Chest and abdomen: The important lessons to look for and fractures of ribs and vertebral bodies, and ruptured viscera due to blunt injuries. Localised fractures of ribs are due to impact with a blunt object and multiple fractures are generally due to compression. The viscera that commonly rupture are mainly central and include duodenojejunal junction, pancreas, and liver. Microscopic study of all fracture sites and organs is essential to assist dating of episodes of trauma.
Extremities: Any is symmetry of the arms or legs indicate fracture or deep hemorrhage. Deep incisions are necessary for adequate examination to show damage to soft tissues, extent of hemorrhage, and deep scarring which is evidence of prolonged maltreatment. Incision of soles of feet may reveal unsuspected hematomas.
After the autopsy is over, it is advisable to have a re-check for injuries when some obscure injuries and imprint of wounds caused by grip marks may be observed.
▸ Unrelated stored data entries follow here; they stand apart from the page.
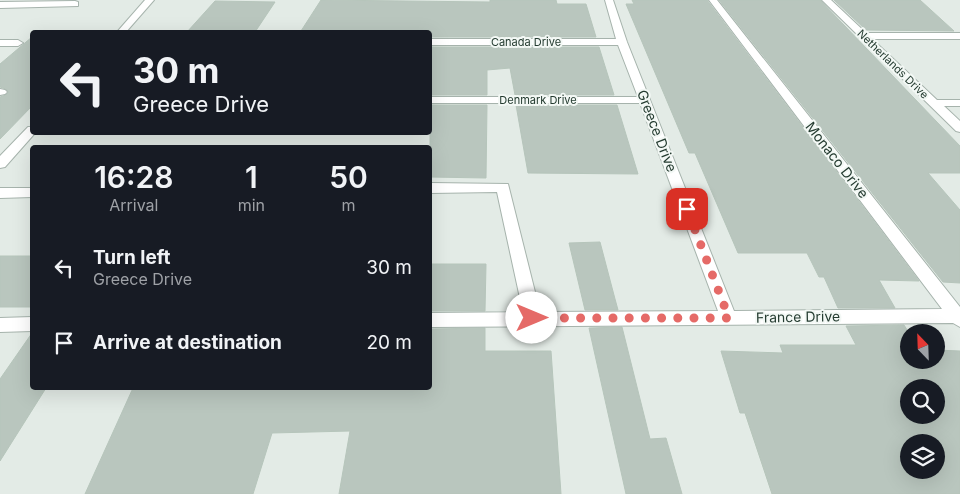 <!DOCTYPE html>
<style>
body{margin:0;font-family:Inter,sans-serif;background:#20242c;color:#f1f3f6;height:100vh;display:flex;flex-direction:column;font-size:19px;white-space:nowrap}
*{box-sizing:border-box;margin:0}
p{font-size:16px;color:#9ea1a6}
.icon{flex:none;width:28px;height:28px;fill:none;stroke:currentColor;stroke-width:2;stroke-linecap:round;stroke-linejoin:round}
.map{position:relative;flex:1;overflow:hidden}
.panel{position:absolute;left:30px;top:145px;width:402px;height:245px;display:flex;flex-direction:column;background:#171b24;border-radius:5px;box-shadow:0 5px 20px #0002}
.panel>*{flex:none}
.hud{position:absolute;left:30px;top:30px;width:402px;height:105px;border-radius:5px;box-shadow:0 5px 20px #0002;background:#171b24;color:#f1f3f6;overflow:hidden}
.needle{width:32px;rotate:337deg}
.controls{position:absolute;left:900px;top:324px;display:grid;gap:10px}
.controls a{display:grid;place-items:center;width:45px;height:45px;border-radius:50%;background:#171b24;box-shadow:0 5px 20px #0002;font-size:25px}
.pin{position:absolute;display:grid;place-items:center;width:42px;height:42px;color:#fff;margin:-21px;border-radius:10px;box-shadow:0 2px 8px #0006}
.me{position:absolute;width:55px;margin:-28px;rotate:90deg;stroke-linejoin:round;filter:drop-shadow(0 0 4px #0008)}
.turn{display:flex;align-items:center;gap:18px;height:105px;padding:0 20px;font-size:22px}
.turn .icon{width:65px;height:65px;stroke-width:2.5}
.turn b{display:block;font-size:35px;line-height:42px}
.eta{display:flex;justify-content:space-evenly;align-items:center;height:85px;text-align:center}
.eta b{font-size:30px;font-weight:600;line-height:35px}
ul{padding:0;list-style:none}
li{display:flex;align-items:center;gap:15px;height:75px;padding:0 20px}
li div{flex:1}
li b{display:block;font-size:19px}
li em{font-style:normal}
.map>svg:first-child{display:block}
.building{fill:#b9c6be;stroke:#b6c5bb;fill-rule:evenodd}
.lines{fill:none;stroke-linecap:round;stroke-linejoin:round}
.minor-casing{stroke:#a6b3ac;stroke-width:2}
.minor{fill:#fff;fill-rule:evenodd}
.route{stroke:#e56a67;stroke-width:9;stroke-dasharray:0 16.2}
.labels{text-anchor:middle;stroke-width:4;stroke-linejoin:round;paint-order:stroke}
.far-street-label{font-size:11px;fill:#243b30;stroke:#f3f8f5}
.street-label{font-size:14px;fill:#243b30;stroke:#f3f8f5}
</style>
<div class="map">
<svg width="960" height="494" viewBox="0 0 960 494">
<rect width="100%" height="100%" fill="#e3ebe6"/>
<path class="building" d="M321,0L490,2V0H556L557,4H586L596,37H430V32L301,31Z
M632,0H707L919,281L879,280L895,308H838L824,277H819L807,253H738L695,153H689L626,4H634Z
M719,0H820L960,146V173H928L960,210V283L943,282Z
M834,0H920L954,31L866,30Z
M215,1L275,2L255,32H187Z
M32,37V106L0,139V97L6,95L9,92L6,89L0,87V64Z
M430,47H599L614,95H515L510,68L487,70V95H430Z
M430,105H487L486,178L430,177Z
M516,105H617L638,174L528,173Z
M600,242L615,299L618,310H585L569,243Z
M0,256H32V307H0Z
M430,264H486L485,311H430Z
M904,325L909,333V360H936V350L960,351V494H772L745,413H740L721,351L783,353L780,345H856L846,326ZM909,388H936V415H909ZM909,442H936V470H909Z
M622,327L650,439L666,438L682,494H626L589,328Z
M485,328V351H551L561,494H339L350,431L272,433L253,494H85L133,388H430V329Z
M32,333V388H46L0,461V379Z"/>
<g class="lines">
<g class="minor-casing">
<path id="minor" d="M145,0H154L126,32H117Z
M605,0H613L627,42L734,311L942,309L709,0H717L960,307V327L953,323L430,327V313L523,312L497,192L430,193V183L508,184L540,312L718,311L640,103H430V97H638L618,45H430V39H616Z
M822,0H831L866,33H960V39H872L937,100H960V106H944L960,121V132L956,131Z
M75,1L78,2V6L0,8V2Z
M0,40H18L23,43L18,46H0Z
M0,89L5,90L7,92L5,94L0,95Z
M28,127H32V132H36L5,167L0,168V156Z
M0,188H32V197L0,198Z
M32,317V331L0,332V318Z"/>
</g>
<use href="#minor" class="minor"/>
</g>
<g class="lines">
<path class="route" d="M532,318H729L687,209"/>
</g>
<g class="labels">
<g class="far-street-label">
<text x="526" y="46">Canada Drive</text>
<text transform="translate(893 64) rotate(44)" y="4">Netherlands Drive</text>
<text x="538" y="104">Denmark Drive</text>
</g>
<g class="street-label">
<text transform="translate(657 131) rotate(69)" y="5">Greece Drive</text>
<text transform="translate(837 160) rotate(52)" y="5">Monaco Drive</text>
<text transform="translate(798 317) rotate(-1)" y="5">France Drive</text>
</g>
</g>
</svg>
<div class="controls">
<a><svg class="needle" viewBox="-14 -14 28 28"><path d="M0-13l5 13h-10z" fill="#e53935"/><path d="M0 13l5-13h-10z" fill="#9ea1a6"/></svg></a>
<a><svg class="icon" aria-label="search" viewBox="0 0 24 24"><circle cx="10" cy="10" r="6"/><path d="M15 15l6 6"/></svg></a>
<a><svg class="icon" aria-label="layers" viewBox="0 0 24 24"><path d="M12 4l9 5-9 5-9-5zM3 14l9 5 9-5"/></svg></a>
</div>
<div class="pin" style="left:687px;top:209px;background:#d93025"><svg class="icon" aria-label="arrive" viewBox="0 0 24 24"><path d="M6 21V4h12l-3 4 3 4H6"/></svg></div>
<svg class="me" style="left:532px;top:318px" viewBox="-20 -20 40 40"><circle r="19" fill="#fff"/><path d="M0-13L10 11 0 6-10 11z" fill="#e56a67"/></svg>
<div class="hud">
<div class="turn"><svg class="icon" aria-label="left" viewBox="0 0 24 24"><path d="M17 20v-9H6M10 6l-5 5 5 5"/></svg><div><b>30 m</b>Greece Drive</div></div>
</div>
<section class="panel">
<div class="eta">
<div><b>16:28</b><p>Arrival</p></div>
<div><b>1</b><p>min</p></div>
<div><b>50</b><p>m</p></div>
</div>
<ul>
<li><svg class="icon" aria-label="left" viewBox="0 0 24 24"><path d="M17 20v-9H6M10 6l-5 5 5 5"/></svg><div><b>Turn left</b><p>Greece Drive</p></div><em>30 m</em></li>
<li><svg class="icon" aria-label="arrive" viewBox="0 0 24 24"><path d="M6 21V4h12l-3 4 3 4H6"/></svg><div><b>Arrive at destination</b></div><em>20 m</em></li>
</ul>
</section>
</div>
Routine histological examination should be conducted of every organ system to rule out the possibility of underlying, obscure, constitutional, debilitating disease which might lead to progressive wasting.
Bacteriological cultures (blood, lung, cerebrospinal fluid) are necessary when infectious disease is suspected as a cause or contributory factor of death.
Adequate specimens should be taken for routine toxicological analysis. In addition, role of lead as a primary or contributing factor in the death of these children should be ruled out. Lead poisoning may occur in children from eating paints on cribs, beds or toys.
Only when all facts concerning the circumstances are available, and the autopsy is complete, it is possible to give an opinion on the cause and manner of death.